● Dataset content
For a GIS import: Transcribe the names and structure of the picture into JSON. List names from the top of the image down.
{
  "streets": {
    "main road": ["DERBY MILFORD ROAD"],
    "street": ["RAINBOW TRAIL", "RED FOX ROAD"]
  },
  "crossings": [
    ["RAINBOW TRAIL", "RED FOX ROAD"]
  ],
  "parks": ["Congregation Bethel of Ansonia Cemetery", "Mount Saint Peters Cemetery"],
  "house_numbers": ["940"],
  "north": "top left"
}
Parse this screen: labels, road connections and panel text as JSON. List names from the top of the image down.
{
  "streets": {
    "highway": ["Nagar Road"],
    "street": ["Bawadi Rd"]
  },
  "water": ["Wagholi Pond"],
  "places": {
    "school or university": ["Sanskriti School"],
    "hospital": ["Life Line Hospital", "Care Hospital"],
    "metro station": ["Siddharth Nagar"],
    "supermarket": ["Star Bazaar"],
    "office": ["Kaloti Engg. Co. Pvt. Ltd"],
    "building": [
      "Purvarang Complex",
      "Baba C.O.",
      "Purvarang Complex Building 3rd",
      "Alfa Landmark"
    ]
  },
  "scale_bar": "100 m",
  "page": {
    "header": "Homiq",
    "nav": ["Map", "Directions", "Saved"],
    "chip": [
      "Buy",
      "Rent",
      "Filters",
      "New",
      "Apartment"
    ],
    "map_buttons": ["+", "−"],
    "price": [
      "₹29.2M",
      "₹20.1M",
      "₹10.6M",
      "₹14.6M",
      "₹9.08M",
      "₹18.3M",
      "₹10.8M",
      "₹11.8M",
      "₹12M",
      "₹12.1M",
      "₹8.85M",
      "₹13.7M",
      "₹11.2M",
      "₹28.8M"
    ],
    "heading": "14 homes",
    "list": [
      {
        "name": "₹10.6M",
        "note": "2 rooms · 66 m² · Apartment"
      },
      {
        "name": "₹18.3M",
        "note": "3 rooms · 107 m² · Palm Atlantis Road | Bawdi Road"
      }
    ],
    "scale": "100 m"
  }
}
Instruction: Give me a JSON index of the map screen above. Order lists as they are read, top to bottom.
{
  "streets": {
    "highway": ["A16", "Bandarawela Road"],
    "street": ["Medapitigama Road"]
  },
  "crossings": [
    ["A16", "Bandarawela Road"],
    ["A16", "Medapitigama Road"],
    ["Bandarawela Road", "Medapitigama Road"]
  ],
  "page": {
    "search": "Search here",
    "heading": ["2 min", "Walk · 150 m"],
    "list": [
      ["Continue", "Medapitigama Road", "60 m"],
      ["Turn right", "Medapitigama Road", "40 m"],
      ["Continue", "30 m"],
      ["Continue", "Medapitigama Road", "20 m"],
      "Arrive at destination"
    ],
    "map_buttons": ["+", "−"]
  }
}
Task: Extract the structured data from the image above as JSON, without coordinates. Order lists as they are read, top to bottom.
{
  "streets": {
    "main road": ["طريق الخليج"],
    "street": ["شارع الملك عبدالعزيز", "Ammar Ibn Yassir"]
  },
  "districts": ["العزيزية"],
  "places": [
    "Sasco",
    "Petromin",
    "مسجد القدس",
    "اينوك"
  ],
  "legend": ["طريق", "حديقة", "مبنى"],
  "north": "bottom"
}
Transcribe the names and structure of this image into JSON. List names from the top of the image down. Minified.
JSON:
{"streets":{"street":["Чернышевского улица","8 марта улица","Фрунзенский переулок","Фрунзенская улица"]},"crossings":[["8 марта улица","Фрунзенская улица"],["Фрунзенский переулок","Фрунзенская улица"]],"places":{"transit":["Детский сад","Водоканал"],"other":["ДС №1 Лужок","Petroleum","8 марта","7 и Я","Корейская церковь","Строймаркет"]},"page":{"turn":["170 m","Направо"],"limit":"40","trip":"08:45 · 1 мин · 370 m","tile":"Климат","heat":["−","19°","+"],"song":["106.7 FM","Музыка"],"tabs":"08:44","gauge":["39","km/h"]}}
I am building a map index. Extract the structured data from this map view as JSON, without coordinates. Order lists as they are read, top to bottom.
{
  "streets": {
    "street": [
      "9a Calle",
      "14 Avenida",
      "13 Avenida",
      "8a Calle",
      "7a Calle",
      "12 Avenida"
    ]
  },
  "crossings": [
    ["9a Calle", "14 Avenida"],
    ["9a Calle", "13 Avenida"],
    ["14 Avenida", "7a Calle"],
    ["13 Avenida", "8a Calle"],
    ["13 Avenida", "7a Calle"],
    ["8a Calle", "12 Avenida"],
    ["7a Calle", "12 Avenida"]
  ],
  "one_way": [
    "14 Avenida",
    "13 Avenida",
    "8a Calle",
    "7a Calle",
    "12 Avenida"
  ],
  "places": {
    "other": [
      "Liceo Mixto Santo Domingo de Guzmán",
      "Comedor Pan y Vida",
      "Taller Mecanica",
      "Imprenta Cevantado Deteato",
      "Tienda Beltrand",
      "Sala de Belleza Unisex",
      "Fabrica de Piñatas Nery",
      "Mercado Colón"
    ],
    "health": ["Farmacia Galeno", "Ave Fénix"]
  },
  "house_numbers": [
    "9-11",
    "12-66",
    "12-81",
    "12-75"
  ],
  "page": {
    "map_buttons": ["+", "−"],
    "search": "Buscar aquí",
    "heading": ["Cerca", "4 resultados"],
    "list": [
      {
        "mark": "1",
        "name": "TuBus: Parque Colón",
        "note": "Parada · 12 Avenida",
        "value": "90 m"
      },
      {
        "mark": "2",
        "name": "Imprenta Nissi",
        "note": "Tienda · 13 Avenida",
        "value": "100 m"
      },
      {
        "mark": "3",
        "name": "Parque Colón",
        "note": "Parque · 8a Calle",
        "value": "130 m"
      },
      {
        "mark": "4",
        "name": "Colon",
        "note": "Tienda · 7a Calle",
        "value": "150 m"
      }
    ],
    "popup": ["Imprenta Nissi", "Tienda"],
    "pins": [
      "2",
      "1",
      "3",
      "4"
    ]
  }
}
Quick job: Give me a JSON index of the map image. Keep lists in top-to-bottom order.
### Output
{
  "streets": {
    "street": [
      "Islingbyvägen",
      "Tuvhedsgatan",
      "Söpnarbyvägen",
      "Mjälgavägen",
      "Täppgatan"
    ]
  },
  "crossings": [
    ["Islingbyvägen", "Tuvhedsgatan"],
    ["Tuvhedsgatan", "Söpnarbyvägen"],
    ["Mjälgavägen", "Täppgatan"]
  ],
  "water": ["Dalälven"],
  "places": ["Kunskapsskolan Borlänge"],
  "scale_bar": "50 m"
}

● What the exercise asks
Write the whole of the data out again exactly as it stands.

● Written reply
For a GIS import: Transcribe the names and structure of the picture into JSON. List names from the top of the image down.
{
  "streets": {
    "main road": ["DERBY MILFORD ROAD"],
    "street": ["RAINBOW TRAIL", "RED FOX ROAD"]
  },
  "crossings": [
    ["RAINBOW TRAIL", "RED FOX ROAD"]
  ],
  "parks": ["Congregation Bethel of Ansonia Cemetery", "Mount Saint Peters Cemetery"],
  "house_numbers": ["940"],
  "north": "top left"
}
Parse this screen: labels, road connections and panel text as JSON. List names from the top of the image down.
{
  "streets": {
    "highway": ["Nagar Road"],
    "street": ["Bawadi Rd"]
  },
  "water": ["Wagholi Pond"],
  "places": {
    "school or university": ["Sanskriti School"],
    "hospital": ["Life Line Hospital", "Care Hospital"],
    "metro station": ["Siddharth Nagar"],
    "supermarket": ["Star Bazaar"],
    "office": ["Kaloti Engg. Co. Pvt. Ltd"],
    "building": [
      "Purvarang Complex",
      "Baba C.O.",
      "Purvarang Complex Building 3rd",
      "Alfa Landmark"
    ]
  },
  "scale_bar": "100 m",
  "page": {
    "header": "Homiq",
    "nav": ["Map", "Directions", "Saved"],
    "chip": [
      "Buy",
      "Rent",
      "Filters",
      "New",
      "Apartment"
    ],
    "map_buttons": ["+", "−"],
    "price": [
      "₹29.2M",
      "₹20.1M",
      "₹10.6M",
      "₹14.6M",
      "₹9.08M",
      "₹18.3M",
      "₹10.8M",
      "₹11.8M",
      "₹12M",
      "₹12.1M",
      "₹8.85M",
      "₹13.7M",
      "₹11.2M",
      "₹28.8M"
    ],
    "heading": "14 homes",
    "list": [
      {
        "name": "₹10.6M",
        "note": "2 rooms · 66 m² · Apartment"
      },
      {
        "name": "₹18.3M",
        "note": "3 rooms · 107 m² · Palm Atlantis Road | Bawdi Road"
      }
    ],
    "scale": "100 m"
  }
}
Instruction: Give me a JSON index of the map screen above. Order lists as they are read, top to bottom.
{
  "streets": {
    "highway": ["A16", "Bandarawela Road"],
    "street": ["Medapitigama Road"]
  },
  "crossings": [
    ["A16", "Bandarawela Road"],
    ["A16", "Medapitigama Road"],
    ["Bandarawela Road", "Medapitigama Road"]
  ],
  "page": {
    "search": "Search here",
    "heading": ["2 min", "Walk · 150 m"],
    "list": [
      ["Continue", "Medapitigama Road", "60 m"],
      ["Turn right", "Medapitigama Road", "40 m"],
      ["Continue", "30 m"],
      ["Continue", "Medapitigama Road", "20 m"],
      "Arrive at destination"
    ],
    "map_buttons": ["+", "−"]
  }
}
Task: Extract the structured data from the image above as JSON, without coordinates. Order lists as they are read, top to bottom.
{
  "streets": {
    "main road": ["طريق الخليج"],
    "street": ["شارع الملك عبدالعزيز", "Ammar Ibn Yassir"]
  },
  "districts": ["العزيزية"],
  "places": [
    "Sasco",
    "Petromin",
    "مسجد القدس",
    "اينوك"
  ],
  "legend": ["طريق", "حديقة", "مبنى"],
  "north": "bottom"
}
Transcribe the names and structure of this image into JSON. List names from the top of the image down. Minified.
JSON:
{"streets":{"street":["Чернышевского улица","8 марта улица","Фрунзенский переулок","Фрунзенская улица"]},"crossings":[["8 марта улица","Фрунзенская улица"],["Фрунзенский переулок","Фрунзенская улица"]],"places":{"transit":["Детский сад","Водоканал"],"other":["ДС №1 Лужок","Petroleum","8 марта","7 и Я","Корейская церковь","Строймаркет"]},"page":{"turn":["170 m","Направо"],"limit":"40","trip":"08:45 · 1 мин · 370 m","tile":"Климат","heat":["−","19°","+"],"song":["106.7 FM","Музыка"],"tabs":"08:44","gauge":["39","km/h"]}}
I am building a map index. Extract the structured data from this map view as JSON, without coordinates. Order lists as they are read, top to bottom.
{
  "streets": {
    "street": [
      "9a Calle",
      "14 Avenida",
      "13 Avenida",
      "8a Calle",
      "7a Calle",
      "12 Avenida"
    ]
  },
  "crossings": [
    ["9a Calle", "14 Avenida"],
    ["9a Calle", "13 Avenida"],
    ["14 Avenida", "7a Calle"],
    ["13 Avenida", "8a Calle"],
    ["13 Avenida", "7a Calle"],
    ["8a Calle", "12 Avenida"],
    ["7a Calle", "12 Avenida"]
  ],
  "one_way": [
    "14 Avenida",
    "13 Avenida",
    "8a Calle",
    "7a Calle",
    "12 Avenida"
  ],
  "places": {
    "other": [
      "Liceo Mixto Santo Domingo de Guzmán",
      "Comedor Pan y Vida",
      "Taller Mecanica",
      "Imprenta Cevantado Deteato",
      "Tienda Beltrand",
      "Sala de Belleza Unisex",
      "Fabrica de Piñatas Nery",
      "Mercado Colón"
    ],
    "health": ["Farmacia Galeno", "Ave Fénix"]
  },
  "house_numbers": [
    "9-11",
    "12-66",
    "12-81",
    "12-75"
  ],
  "page": {
    "map_buttons": ["+", "−"],
    "search": "Buscar aquí",
    "heading": ["Cerca", "4 resultados"],
    "list": [
      {
        "mark": "1",
        "name": "TuBus: Parque Colón",
        "note": "Parada · 12 Avenida",
        "value": "90 m"
      },
      {
        "mark": "2",
        "name": "Imprenta Nissi",
        "note": "Tienda · 13 Avenida",
        "value": "100 m"
      },
      {
        "mark": "3",
        "name": "Parque Colón",
        "note": "Parque · 8a Calle",
        "value": "130 m"
      },
      {
        "mark": "4",
        "name": "Colon",
        "note": "Tienda · 7a Calle",
        "value": "150 m"
      }
    ],
    "popup": ["Imprenta Nissi", "Tienda"],
    "pins": [
      "2",
      "1",
      "3",
      "4"
    ]
  }
}
Quick job: Give me a JSON index of the map image. Keep lists in top-to-bottom order.
### Output
{
  "streets": {
    "street": [
      "Islingbyvägen",
      "Tuvhedsgatan",
      "Söpnarbyvägen",
      "Mjälgavägen",
      "Täppgatan"
    ]
  },
  "crossings": [
    ["Islingbyvägen", "Tuvhedsgatan"],
    ["Tuvhedsgatan", "Söpnarbyvägen"],
    ["Mjälgavägen", "Täppgatan"]
  ],
  "water": ["Dalälven"],
  "places": ["Kunskapsskolan Borlänge"],
  "scale_bar": "50 m"
}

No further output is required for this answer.